HLA high-level calling sequence examples:
zstr.zcmp(
zstr1, zstr2 );
if( @ae ) then
// zstr1 >= zstr2
.
.
.
endif;
zstr.zcmp(
someZStr, “Hello World” );
mov(
eax, cmpResult );
HLA low-level calling sequence examples:
lea( eax,
SomeCharBuffer );
push( eax );
push( zStrVar
); // Note: zstring vars are pointer
vars
call zstr.zcmp;
jnae notAE;
.
.
.
notAE:
push(
someZStr );
push(
HelloWorldStr );
call
zstr.zcmp;
mov(
eax, cmpResult );
procedure zstr.cpy( src:zstring; dest:zstring );
The zstr.cpy function copies one
zero-terminated string to another.
The destination buffer must be large enough to hold the source string
and it is the caller’s responsbility to ensure this. The zstr.cpy routine has no way to determine the maximum
size of the destination buffer, so it cannot check for buffer overflow (this is
typical for zero-terminated string functions).
Since HLA strings are zero-terminated, you can use
this function to copy an HLA string to a zero-terminated string:
//
Assumptions: hlaString is the name of an HLA String variable and
//
destZStr is the name of an array of characters or byte array.
zstr.cpy(
hlaString, destZStr );
Of course, you can also use the zstr.cpy function to copy one
zero-terminated string to another.
You’d typically use zstr.cpy in this capacity to copy a
string returned by one external function to a buffer for use by another
external function that expects a zero-terminated string.
procedure zstr.cat( src:zstring; dest:zstring );
This function concatenates one zero-terminated string
to the end of another. The caller
must ensure that the destination buffer is large enough to hold the resulting
string; the zstr.cat function has no way to verify
the size of the destination buffer, so it cannot check for buffer overflow
(this is typical for zero-terminated string functions).
This string is useful for manipulating zero-terminated
strings some external code provides without the overhead of first converting
the strings to HLA strings. If you
call two external functions that return zero-terminated strings and you need to
pass their concatenated result to some other external function that expects a
zero-terminated string, and there is no string manipulation in your HLA code,
then using zstr.cat is more efficent than converting the strings to an
HLA string and using the HLA string concation function.

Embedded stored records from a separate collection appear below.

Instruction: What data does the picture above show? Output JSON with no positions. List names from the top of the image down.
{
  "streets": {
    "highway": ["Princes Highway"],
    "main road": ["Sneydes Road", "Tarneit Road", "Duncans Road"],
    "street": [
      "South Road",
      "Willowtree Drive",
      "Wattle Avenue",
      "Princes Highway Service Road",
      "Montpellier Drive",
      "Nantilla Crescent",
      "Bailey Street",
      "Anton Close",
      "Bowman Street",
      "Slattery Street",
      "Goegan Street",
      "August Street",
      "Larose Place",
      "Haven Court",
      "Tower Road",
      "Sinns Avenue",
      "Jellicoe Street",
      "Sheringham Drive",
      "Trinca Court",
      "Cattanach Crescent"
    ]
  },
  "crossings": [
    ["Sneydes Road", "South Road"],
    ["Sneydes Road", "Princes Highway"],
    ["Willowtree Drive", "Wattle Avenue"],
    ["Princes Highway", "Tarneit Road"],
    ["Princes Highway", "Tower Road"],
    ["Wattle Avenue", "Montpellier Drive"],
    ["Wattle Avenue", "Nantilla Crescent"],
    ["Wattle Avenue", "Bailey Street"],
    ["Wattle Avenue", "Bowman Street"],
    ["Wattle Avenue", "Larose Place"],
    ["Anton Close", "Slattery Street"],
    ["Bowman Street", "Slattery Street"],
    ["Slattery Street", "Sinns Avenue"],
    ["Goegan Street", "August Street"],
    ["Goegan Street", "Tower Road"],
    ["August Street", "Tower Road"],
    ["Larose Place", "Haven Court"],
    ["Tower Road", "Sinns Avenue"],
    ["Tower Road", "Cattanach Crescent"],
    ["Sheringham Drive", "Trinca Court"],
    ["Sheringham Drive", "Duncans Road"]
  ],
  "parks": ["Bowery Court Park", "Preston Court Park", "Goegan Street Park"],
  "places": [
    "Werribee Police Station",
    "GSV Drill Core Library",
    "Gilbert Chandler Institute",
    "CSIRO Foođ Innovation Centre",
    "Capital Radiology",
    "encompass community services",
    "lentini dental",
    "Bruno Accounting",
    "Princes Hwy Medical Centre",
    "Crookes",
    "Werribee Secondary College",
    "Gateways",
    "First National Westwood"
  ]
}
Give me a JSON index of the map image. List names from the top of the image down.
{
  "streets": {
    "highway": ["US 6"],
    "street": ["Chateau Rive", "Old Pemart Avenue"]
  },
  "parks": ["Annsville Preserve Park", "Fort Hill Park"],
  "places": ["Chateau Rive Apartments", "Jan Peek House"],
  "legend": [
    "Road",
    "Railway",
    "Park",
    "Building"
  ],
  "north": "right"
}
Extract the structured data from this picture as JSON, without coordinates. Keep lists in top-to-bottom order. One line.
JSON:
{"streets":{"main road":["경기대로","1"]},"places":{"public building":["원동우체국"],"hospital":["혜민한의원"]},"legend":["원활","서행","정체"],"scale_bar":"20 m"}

When using this function, don’t forget that it’s
parameters are untyped reference parameters. When passing the address of a buffer variable you may
specify the name of the buffer directly.
However, when passing a pointer to the buffer, you’ll probably need to
use the VAL operator to tell HLA to pass the pointer’s value rather than the
pointer’s address. Here are some
examples of zstr.cat invocations:
static
buffer1 :char[256];
buffer2 :char[254];
bufptr1 :zstring;
bufptr2 :zstring;
.
.
.
lea(
eax, buffer1 );
mov(
eax, bufptr1 );
lea(
eax, buffer2 );
mov(
eax, bufptr2 );
.
.
.
zstr.cat(
bufptr1, bufptr2 );
zstr.cat(
buffer2, edi );
zstr.cat(
bufptr2, esi );
You can also use the zstr.cat procedure to copy data from
an HLA string to a zero-terminated string:
static
hlaStr :string;
zs :char[256];
zPtr :zstring;
.
.
.
lea(
eax, zs );
mov(
eax, zPtr );
.
.
.
zstr.zcat(
hlaStr, zPtr );
zstr.zcat(
hlaStr, esi );
It really does not make any sense to specify an HLA
string variable as the destination operand. zstr.cat does not update the HLA string’s length field,
so if you supply an HLA string as the destination operand, the zstr.cat procedure may corrupt the HLA
string, forcing you to manually compute the length yourself. If you need to copy a zero-terminated
string to an HLA string, use the zstr.cat function instead.